> TASK STATEMENT: Unless a line falls after the one with "width:45px; height:45px; display:grid;", retype it exactly from the records below; leave out all pictures.
Start of DATA UNDER STUDY
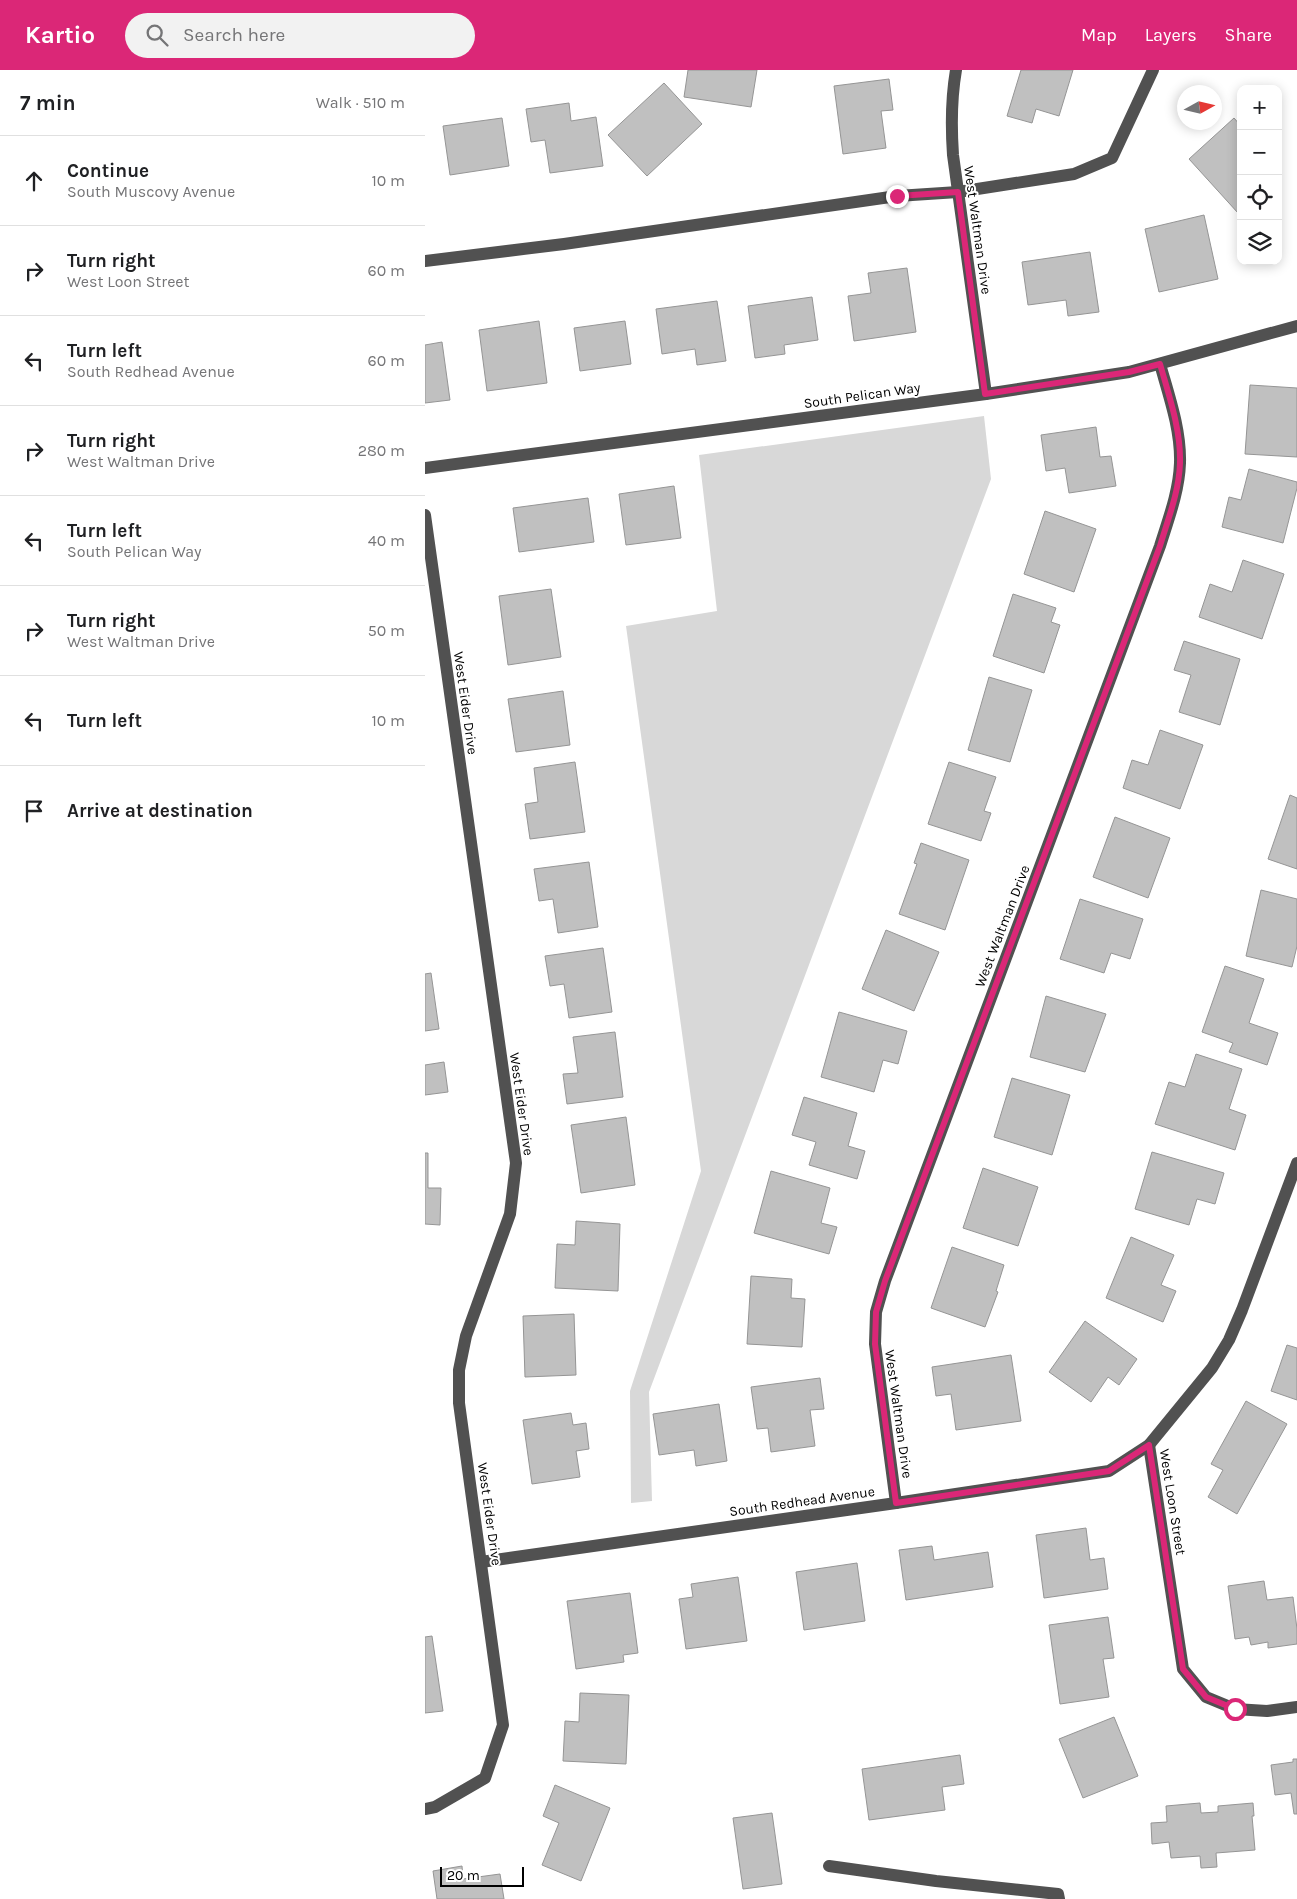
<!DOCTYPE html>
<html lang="en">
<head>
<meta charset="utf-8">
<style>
	:root { --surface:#fff; --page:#f2f2f2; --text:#202124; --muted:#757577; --line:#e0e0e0; --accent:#db2777 }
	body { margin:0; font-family:Karla,sans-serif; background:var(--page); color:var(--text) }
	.controls { position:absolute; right:15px; top:15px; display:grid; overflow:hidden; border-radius:10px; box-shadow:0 2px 12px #0003 }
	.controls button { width:45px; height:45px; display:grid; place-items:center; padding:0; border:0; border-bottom:1px solid var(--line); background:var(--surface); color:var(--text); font:25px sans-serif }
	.compass { position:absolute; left:752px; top:15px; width:45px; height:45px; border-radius:50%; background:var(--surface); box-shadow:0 2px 12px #0003; rotate:82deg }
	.scale { position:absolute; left:15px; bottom:12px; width:84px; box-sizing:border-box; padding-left:5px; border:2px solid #000; border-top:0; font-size:14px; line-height:18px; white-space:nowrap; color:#000; -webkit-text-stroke:4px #fff; paint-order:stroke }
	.stop { position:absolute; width:15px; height:15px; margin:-11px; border:4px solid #db2777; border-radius:50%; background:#fff }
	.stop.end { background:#db2777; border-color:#fff; box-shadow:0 1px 5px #0008 }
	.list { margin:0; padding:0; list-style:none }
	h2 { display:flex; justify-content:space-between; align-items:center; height:65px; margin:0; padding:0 20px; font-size:21px }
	h2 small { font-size:16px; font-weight:400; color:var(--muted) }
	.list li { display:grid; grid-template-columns:32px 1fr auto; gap:15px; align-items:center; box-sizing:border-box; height:90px; padding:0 20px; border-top:1px solid var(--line) }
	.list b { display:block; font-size:19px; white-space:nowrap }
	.list p { margin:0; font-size:16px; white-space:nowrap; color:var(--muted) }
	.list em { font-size:16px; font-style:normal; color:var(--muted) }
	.icon { flex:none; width:28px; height:28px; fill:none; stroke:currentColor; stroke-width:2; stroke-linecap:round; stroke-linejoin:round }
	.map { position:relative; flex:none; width:872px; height:1829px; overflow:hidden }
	header { display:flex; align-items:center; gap:30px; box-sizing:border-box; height:70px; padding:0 25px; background:var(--accent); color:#fff }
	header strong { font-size:24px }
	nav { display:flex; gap:28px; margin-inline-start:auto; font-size:18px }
	.search { width:350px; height:45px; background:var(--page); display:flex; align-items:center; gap:12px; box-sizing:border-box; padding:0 18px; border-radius:28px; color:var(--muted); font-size:19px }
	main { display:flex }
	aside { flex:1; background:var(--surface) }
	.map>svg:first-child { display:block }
</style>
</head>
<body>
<header>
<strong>Kartio</strong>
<div class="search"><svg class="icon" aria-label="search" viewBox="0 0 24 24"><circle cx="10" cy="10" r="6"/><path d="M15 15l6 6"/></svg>Search here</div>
<nav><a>Map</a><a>Layers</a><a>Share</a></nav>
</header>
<main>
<aside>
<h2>7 min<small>Walk · 510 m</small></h2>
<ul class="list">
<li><svg class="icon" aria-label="ahead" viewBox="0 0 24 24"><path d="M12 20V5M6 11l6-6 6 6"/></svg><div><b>Continue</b><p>South Muscovy Avenue</p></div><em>10 m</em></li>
<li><svg class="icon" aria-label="right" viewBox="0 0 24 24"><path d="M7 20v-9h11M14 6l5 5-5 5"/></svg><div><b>Turn right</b><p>West Loon Street</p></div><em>60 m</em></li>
<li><svg class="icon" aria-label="left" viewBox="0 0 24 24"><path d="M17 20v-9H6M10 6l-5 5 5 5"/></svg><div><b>Turn left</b><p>South Redhead Avenue</p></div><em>60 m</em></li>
<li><svg class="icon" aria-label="right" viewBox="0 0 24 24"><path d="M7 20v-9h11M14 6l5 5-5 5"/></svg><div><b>Turn right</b><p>West Waltman Drive</p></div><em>280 m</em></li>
<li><svg class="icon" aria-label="left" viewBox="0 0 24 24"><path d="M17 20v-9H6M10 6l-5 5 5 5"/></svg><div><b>Turn left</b><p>South Pelican Way</p></div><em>40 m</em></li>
<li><svg class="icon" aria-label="right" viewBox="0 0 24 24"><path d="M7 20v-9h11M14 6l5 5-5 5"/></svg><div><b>Turn right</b><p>West Waltman Drive</p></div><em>50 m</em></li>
<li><svg class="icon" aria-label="left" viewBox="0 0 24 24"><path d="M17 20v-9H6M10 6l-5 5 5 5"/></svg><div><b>Turn left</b></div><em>10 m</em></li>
<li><svg class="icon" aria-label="arrive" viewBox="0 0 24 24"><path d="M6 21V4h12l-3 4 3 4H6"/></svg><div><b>Arrive at destination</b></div></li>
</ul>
</aside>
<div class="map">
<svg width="872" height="1829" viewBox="0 0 872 1829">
	<rect width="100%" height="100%" fill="#fff"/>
	<polygon fill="#d8d8d8" points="559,346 566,409 224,1322 227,1431 206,1433 205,1321 276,1101 201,556 292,541 274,385"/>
	<g fill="#c0c0c0" stroke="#959595">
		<polygon points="263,0 332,0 326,37 259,27"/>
		<polygon points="596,0 648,0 634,46 611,39 607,53 582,46"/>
		<polygon points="464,9 468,40 456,41 461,78 418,84 409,16"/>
		<polygon points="239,13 277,54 222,106 183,65"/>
		<polygon points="144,33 146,51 171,47 178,96 125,103 120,70 106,72 101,39"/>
		<polygon points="77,48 84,96 25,105 18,56"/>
		<polygon points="809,48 816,56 816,141 813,143 764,89"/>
		<polygon points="779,145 793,209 734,222 720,159"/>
		<polygon points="665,182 674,242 643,246 641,230 603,235 597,192"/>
		<polygon points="482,198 491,262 429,271 423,226 446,223 443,203"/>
		<polygon points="387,227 393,270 359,275 360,284 330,288 323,236"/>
		<polygon points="292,231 301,291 272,295 270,279 237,284 231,239"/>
		<polygon points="114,251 122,313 62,321 54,260"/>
		<polygon points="200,251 206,294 155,301 149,258"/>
		<polygon points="17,272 25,330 0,333 0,275"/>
		<polygon points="825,315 872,318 872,387 820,384"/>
		<polygon points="671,357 675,387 686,386 691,416 644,423 640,398 621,401 616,365"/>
		<polygon points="824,399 872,412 872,418 858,473 797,457 804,427 816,430"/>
		<polygon points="249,416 256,468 201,475 194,424"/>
		<polygon points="163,428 169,472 94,482 88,438"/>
		<polygon points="620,441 671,459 649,522 599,504"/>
		<polygon points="818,490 859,504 837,569 774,547 785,514 807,522"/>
		<polygon points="126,519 136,587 83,595 74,526"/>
		<polygon points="588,524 631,538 626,552 635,555 619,603 568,586"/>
		<polygon points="759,571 815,589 795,655 754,642 766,605 749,600"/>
		<polygon points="564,607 607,620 585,692 543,680"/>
		<polygon points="138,621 145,675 91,682 83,629"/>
		<polygon points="735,660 778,675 755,739 698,718 707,690 723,695"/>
		<polygon points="150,692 160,762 105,769 100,734 113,732 109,698"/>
		<polygon points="524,692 571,707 559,741 566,743 556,771 503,754"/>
		<polygon points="865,725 872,728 872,799 843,789"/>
		<polygon points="690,747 745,768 723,828 668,807"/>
		<polygon points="496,773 544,790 520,860 474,844 492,794 489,793"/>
		<polygon points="164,792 173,857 133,863 128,829 114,831 109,799"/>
		<polygon points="836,820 872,829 872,876 867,897 821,886"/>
		<polygon points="655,829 718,849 705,889 686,883 679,903 635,889"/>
		<polygon points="461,860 514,882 489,941 437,919"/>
		<polygon points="178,878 187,942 144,948 139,914 125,916 120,886"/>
		<polygon points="800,896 839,909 824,953 853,963 842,995 804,982 808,973 777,962"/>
		<polygon points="6,903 14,959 0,961 0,904"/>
		<polygon points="621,926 681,944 660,1002 605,987"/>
		<polygon points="414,942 482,961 473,994 458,990 449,1022 396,1007"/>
		<polygon points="190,962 198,1027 142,1034 138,1004 153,1003 148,967"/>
		<polygon points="771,984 817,999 804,1039 821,1045 810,1080 730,1054 744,1012 760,1017"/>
		<polygon points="19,992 23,1022 0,1025 0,995"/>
		<polygon points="587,1008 645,1025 627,1085 569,1067"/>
		<polygon points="379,1027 432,1043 423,1076 440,1081 432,1109 384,1095 391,1072 367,1065"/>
		<polygon points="201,1047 210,1115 156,1123 146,1055"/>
		<polygon points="727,1082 799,1103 790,1134 772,1129 764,1155 710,1139"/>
		<polygon points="0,1083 3,1083 3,1118 16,1118 15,1155 0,1154"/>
		<polygon points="558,1098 613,1117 593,1176 538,1158"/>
		<polygon points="346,1101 405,1118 396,1153 412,1157 404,1184 329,1163"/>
		<polygon points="151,1151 195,1154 193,1221 130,1218 132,1174 150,1175"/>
		<polygon points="706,1167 749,1185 736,1215 751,1221 738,1252 681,1228"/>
		<polygon points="527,1177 579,1195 571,1221 573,1222 560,1257 506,1238"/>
		<polygon points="326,1206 367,1209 366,1228 380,1229 377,1277 322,1274"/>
		<polygon points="149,1244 151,1305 100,1307 98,1246"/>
		<polygon points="660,1251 712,1289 694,1315 683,1307 666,1332 624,1302"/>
		<polygon points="862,1275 872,1278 872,1330 846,1321"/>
		<polygon points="586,1285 596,1351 531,1360 526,1324 511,1326 507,1297"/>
		<polygon points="395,1308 399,1339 385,1340 390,1376 346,1382 343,1358 332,1359 326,1317"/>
		<polygon points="821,1331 862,1354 812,1444 783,1427 798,1400 786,1394"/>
		<polygon points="294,1334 302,1391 271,1396 269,1380 234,1385 228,1344"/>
		<polygon points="146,1343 148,1355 161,1353 164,1379 151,1381 155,1407 107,1414 98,1350"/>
		<polygon points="661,1458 665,1490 679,1488 683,1519 619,1528 611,1465"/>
		<polygon points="507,1476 509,1490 563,1482 568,1517 481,1530 474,1480"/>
		<polygon points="432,1493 440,1551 379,1560 371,1502"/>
		<polygon points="313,1507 322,1571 261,1579 254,1529 268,1527 266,1514"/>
		<polygon points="839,1511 842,1530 868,1527 872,1559 872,1574 843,1578 843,1572 826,1575 824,1567 810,1569 803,1516"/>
		<polygon points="205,1523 213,1583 198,1585 199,1592 151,1599 142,1531"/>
		<polygon points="683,1547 689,1588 678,1589 684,1627 635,1634 624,1555"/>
		<polygon points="7,1566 18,1641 0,1643 0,1567"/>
		<polygon points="155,1623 204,1625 201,1694 138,1691 140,1651 154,1652"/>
		<polygon points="689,1647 713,1706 658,1728 634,1669"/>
		<polygon points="535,1685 539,1714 517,1717 520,1740 444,1750 437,1699"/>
		<polygon points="868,1689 872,1689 872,1744 869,1744 866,1723 850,1725 846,1695 868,1692"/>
		<polygon points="130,1715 185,1738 156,1811 117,1795 134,1753 118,1746"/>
		<polygon points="775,1733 776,1743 793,1742 793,1736 828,1733 829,1746 827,1746 830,1780 791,1783 792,1797 776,1798 775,1786 746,1788 744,1772 727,1774 726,1753 742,1752 741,1736"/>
		<polygon points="347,1743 357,1814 318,1819 308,1748"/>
		<polygon points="37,1796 38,1809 75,1804 79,1829 12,1829 8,1801"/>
	</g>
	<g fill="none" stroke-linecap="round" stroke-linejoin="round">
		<g stroke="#515151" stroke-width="12">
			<path d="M531 0C526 29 526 56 528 85L561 324"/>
			<polyline points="0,191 139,174 472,126 533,122 649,104 687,88 728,0"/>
			<polyline points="0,398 561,324 704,302 872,256"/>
			<polyline points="0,445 91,1093 85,1144 41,1266 34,1300 34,1333 78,1655 60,1708 10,1737 0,1739"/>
			<polyline points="724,1375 758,1599 781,1627 810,1639 842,1641 872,1637"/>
			<path d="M471 1433 450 1274 451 1242 460 1211 735 476C743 450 754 422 755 393 756 360 744 326 735 294"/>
			<polyline points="56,1492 471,1433 684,1401 724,1375 787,1298 804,1270 817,1240 872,1093"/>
			<polyline points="404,1796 511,1811 633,1824 634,1829"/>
		</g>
	</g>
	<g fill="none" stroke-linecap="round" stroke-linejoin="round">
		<path stroke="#db2777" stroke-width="6" d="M472 126 533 122 560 324 704 302 735 294C744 326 756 360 755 393 754 422 743 449 735 476L460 1211 451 1242 450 1274 471 1433 684 1401 724 1375 758 1599 781 1627 810 1639"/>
	</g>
	<g text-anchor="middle" stroke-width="4" stroke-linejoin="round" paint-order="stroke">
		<g font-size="14" fill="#000" stroke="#fff">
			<text transform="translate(553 160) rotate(82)" y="5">West Waltman Drive</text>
			<text transform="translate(437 325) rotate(-8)" y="5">South Pelican Way</text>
			<text transform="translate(41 633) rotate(82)" y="5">West Eider Drive</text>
			<text transform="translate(577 856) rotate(-69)" y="5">West Waltman Drive</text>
			<text transform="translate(97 1034) rotate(82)" y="5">West Eider Drive</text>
			<text transform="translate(474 1344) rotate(82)" y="5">West Waltman Drive</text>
			<text transform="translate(377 1431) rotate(-8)" y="5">South Redhead Avenue</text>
			<text transform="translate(748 1432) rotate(81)" y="5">West Loon Street</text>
			<text transform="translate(65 1444) rotate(82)" y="5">West Eider Drive</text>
		</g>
	</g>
</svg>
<div class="controls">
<button>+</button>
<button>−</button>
<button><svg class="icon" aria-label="locate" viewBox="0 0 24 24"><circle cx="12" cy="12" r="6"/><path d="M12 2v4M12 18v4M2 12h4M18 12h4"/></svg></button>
<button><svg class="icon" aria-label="layers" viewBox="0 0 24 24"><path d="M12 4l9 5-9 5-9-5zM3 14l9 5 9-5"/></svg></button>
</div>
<svg class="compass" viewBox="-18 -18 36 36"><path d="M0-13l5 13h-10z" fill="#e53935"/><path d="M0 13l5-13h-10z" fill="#757577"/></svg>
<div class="scale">20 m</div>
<div class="stop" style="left:810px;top:1639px"></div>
<div class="stop end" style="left:472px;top:126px"></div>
</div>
</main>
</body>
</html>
End of DATA UNDER STUDY
> TASK OUTPUT:
<!DOCTYPE html>
<html lang="en">
<head>
<meta charset="utf-8">
<style>
	:root { --surface:#fff; --page:#f2f2f2; --text:#202124; --muted:#757577; --line:#e0e0e0; --accent:#db2777 }
	body { margin:0; font-family:Karla,sans-serif; background:var(--page); color:var(--text) }
	.controls { position:absolute; right:15px; top:15px; display:grid; overflow:hidden; border-radius:10px; box-shadow:0 2px 12px #0003 }
	.controls button { width:45px; height:45px; display:grid; place-items:center; padding:0; border:0; border-bottom:1px solid var(--line); background:var(--surface); color:var(--text); font:25px sans-serif }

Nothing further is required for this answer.